Ben is in his second year of Polish Class. Every Friday night from 6-9p I sit in the cafeteria at the church, while he kids are in the classrooms learning away.
The school is small, and everyone knows everyone. There is a new gal in Ben's class this year. Let's call her Jane. I finally got Jane's story figured out this past Friday. It all started when Jane's grandmother starting asking me questions about where, in Poland, my family comes from. Since we were talking regions and towns, she was saying that husband's family is from the Tatra Mountains. She was calling Zakopane "Zack-o-pain" instead of "Zack-o-pah-neah". Zakopane, if you don't know, is a very popular tourist area. If you have ever been to Poland, you know where this area is. This women has a good heart, but I got the immediate sense that she is rather distant from Poland and the Polish culture. Her husband's grandmother was Polish...so we are talking 2 generations removed.
Ok, so the story: this woman has three children. Her middle daughter had Jane when she was 18. This daughter is now 22, and not the main caregiver. Apparently 90% of Jane's time is with the grandmother. I could go on and on about our rather lengthy conversation, but I will spare all the detail and cut to my point: I feel like this grandmother is trying to do her best this second time around as a mother.

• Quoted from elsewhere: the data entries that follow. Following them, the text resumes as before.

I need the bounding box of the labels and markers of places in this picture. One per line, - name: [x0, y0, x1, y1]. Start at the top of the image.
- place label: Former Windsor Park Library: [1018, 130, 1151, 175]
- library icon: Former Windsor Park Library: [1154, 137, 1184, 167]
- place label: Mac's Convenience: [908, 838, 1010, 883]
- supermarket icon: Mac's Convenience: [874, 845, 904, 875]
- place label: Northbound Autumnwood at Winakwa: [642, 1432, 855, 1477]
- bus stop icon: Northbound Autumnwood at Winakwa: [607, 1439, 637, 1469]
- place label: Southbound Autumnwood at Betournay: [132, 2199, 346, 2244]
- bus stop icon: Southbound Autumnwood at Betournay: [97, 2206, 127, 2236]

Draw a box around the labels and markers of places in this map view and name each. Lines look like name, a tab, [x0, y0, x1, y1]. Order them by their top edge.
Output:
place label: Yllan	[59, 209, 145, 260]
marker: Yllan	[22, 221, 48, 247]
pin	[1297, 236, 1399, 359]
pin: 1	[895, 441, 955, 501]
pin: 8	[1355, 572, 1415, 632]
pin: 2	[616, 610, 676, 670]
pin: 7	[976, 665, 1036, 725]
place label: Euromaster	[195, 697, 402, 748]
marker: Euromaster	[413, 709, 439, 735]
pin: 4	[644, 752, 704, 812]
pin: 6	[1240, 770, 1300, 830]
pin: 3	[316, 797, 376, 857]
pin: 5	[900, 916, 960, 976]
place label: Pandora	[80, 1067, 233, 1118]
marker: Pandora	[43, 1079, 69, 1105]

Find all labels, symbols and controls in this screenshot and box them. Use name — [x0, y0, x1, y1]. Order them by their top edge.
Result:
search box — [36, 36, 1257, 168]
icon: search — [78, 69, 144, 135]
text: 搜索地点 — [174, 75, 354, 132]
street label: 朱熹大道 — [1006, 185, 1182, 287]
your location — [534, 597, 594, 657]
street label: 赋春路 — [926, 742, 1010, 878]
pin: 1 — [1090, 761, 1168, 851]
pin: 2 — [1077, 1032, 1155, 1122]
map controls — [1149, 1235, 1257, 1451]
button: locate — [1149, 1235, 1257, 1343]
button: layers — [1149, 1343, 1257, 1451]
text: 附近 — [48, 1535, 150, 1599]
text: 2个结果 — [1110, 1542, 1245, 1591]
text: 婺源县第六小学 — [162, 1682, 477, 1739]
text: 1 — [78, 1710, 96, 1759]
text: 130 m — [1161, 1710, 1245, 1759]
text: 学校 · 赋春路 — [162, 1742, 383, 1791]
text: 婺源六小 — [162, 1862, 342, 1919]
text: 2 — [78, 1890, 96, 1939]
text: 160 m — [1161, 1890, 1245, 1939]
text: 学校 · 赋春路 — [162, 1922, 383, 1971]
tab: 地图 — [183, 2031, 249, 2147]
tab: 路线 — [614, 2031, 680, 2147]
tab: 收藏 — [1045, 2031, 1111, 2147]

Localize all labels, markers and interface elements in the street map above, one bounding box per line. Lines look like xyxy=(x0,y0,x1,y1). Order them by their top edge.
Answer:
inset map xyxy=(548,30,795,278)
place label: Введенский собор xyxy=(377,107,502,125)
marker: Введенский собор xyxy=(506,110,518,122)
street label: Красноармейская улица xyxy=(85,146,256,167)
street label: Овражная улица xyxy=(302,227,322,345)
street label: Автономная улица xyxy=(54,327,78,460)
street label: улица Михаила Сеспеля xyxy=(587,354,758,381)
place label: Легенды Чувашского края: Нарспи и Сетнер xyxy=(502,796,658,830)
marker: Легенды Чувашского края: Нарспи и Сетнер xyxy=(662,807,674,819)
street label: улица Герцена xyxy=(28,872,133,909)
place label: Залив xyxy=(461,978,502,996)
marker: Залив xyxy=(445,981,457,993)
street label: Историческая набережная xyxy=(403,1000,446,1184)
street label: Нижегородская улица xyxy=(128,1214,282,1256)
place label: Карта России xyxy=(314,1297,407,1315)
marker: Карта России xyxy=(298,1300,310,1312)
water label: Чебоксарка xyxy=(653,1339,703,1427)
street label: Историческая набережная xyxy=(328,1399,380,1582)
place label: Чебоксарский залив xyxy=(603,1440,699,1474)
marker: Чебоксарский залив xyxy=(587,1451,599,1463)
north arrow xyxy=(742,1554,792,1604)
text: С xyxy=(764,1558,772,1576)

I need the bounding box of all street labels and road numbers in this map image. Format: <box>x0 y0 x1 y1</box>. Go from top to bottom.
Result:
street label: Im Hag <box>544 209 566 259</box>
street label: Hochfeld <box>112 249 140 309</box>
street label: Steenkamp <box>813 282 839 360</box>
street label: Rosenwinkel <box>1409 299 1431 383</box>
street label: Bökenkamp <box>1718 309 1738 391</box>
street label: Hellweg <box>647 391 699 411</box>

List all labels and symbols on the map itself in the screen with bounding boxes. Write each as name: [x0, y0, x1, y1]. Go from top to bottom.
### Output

Why didn't this woman send her kids to Polish class 20 years ago? Why now with this one? Second chance I tell you. She also used the phrase "so that God has mercy on me" a couple times, which reinforced my thoughts. I truly applaud this woman and her efforts on giving Jane all these wonderful opportunities. I am happy that she is at school, and I will go out of my way to make them feel comfortable.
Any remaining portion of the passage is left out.